↓↓↓
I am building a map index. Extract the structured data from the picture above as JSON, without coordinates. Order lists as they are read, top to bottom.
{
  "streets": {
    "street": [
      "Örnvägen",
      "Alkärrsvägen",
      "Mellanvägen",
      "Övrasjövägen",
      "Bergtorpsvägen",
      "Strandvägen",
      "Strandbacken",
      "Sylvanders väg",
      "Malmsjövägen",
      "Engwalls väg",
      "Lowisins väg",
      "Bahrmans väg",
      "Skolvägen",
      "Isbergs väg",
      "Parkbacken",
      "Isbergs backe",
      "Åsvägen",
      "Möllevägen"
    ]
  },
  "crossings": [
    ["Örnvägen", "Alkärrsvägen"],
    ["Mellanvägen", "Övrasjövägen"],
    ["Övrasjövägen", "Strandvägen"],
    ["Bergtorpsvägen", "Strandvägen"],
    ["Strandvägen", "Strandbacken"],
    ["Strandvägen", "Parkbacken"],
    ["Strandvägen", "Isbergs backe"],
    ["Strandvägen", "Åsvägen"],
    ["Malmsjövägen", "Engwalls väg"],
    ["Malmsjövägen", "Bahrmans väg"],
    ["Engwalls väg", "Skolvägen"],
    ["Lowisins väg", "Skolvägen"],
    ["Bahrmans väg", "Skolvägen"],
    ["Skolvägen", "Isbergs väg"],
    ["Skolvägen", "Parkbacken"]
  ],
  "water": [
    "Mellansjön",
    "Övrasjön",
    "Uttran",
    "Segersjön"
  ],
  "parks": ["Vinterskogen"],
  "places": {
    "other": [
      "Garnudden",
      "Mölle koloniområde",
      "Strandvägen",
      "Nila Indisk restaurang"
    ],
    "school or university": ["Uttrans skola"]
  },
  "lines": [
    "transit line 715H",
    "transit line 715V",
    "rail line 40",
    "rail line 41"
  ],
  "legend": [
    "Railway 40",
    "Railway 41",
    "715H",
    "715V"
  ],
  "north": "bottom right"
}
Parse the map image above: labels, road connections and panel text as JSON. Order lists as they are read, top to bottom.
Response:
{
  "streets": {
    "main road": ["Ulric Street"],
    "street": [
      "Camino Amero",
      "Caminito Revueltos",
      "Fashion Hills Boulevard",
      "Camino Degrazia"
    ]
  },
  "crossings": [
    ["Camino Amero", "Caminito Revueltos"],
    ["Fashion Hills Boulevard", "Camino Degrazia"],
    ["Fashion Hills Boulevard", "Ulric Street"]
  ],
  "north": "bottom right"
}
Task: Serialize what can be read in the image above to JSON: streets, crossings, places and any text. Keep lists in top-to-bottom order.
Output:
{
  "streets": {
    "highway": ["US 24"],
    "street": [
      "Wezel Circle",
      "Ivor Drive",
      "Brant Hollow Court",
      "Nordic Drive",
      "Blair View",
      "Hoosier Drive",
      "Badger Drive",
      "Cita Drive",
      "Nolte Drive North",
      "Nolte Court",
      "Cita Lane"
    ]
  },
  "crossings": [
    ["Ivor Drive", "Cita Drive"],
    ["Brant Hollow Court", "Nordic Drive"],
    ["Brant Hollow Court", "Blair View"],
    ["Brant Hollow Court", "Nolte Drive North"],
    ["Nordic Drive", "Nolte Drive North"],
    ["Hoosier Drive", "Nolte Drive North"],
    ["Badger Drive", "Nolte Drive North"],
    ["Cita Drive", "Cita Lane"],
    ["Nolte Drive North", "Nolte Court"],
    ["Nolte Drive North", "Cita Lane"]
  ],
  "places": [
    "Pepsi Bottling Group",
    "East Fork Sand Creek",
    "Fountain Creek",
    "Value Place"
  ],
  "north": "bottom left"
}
↑↑↑
**Your assignment:**
Repeat the data. Every word must match.

**Problem solution:**
I am building a map index. Extract the structured data from the picture above as JSON, without coordinates. Order lists as they are read, top to bottom.
{
  "streets": {
    "street": [
      "Örnvägen",
      "Alkärrsvägen",
      "Mellanvägen",
      "Övrasjövägen",
      "Bergtorpsvägen",
      "Strandvägen",
      "Strandbacken",
      "Sylvanders väg",
      "Malmsjövägen",
      "Engwalls väg",
      "Lowisins väg",
      "Bahrmans väg",
      "Skolvägen",
      "Isbergs väg",
      "Parkbacken",
      "Isbergs backe",
      "Åsvägen",
      "Möllevägen"
    ]
  },
  "crossings": [
    ["Örnvägen", "Alkärrsvägen"],
    ["Mellanvägen", "Övrasjövägen"],
    ["Övrasjövägen", "Strandvägen"],
    ["Bergtorpsvägen", "Strandvägen"],
    ["Strandvägen", "Strandbacken"],
    ["Strandvägen", "Parkbacken"],
    ["Strandvägen", "Isbergs backe"],
    ["Strandvägen", "Åsvägen"],
    ["Malmsjövägen", "Engwalls väg"],
    ["Malmsjövägen", "Bahrmans väg"],
    ["Engwalls väg", "Skolvägen"],
    ["Lowisins väg", "Skolvägen"],
    ["Bahrmans väg", "Skolvägen"],
    ["Skolvägen", "Isbergs väg"],
    ["Skolvägen", "Parkbacken"]
  ],
  "water": [
    "Mellansjön",
    "Övrasjön",
    "Uttran",
    "Segersjön"
  ],
  "parks": ["Vinterskogen"],
  "places": {
    "other": [
      "Garnudden",
      "Mölle koloniområde",
      "Strandvägen",
      "Nila Indisk restaurang"
    ],
    "school or university": ["Uttrans skola"]
  },
  "lines": [
    "transit line 715H",
    "transit line 715V",
    "rail line 40",
    "rail line 41"
  ],
  "legend": [
    "Railway 40",
    "Railway 41",
    "715H",
    "715V"
  ],
  "north": "bottom right"
}
Parse the map image above: labels, road connections and panel text as JSON. Order lists as they are read, top to bottom.
Response:
{
  "streets": {
    "main road": ["Ulric Street"],
    "street": [
      "Camino Amero",
      "Caminito Revueltos",
      "Fashion Hills Boulevard",
      "Camino Degrazia"
    ]
  },
  "crossings": [
    ["Camino Amero", "Caminito Revueltos"],
    ["Fashion Hills Boulevard", "Camino Degrazia"],
    ["Fashion Hills Boulevard", "Ulric Street"]
  ],
  "north": "bottom right"
}
Task: Serialize what can be read in the image above to JSON: streets, crossings, places and any text. Keep lists in top-to-bottom order.
Output:
{
  "streets": {
    "highway": ["US 24"],
    "street": [
      "Wezel Circle",
      "Ivor Drive",
      "Brant Hollow Court",
      "Nordic Drive",
      "Blair View",
      "Hoosier Drive",
      "Badger Drive",
      "Cita Drive",
      "Nolte Drive North",
      "Nolte Court",
      "Cita Lane"
    ]
  },
  "crossings": [
    ["Ivor Drive", "Cita Drive"],
    ["Brant Hollow Court", "Nordic Drive"],
    ["Brant Hollow Court", "Blair View"],
    ["Brant Hollow Court", "Nolte Drive North"],
    ["Nordic Drive", "Nolte Drive North"],
    ["Hoosier Drive", "Nolte Drive North"],
    ["Badger Drive", "Nolte Drive North"],
    ["Cita Drive", "Cita Lane"],
    ["Nolte Drive North", "Nolte Court"],
    ["Nolte Drive North", "Cita Lane"]
  ],
  "places": [
    "Pepsi Bottling Group",
    "East Fork Sand Creek",
    "Fountain Creek",
    "Value Place"
  ],
  "north": "bottom left"
}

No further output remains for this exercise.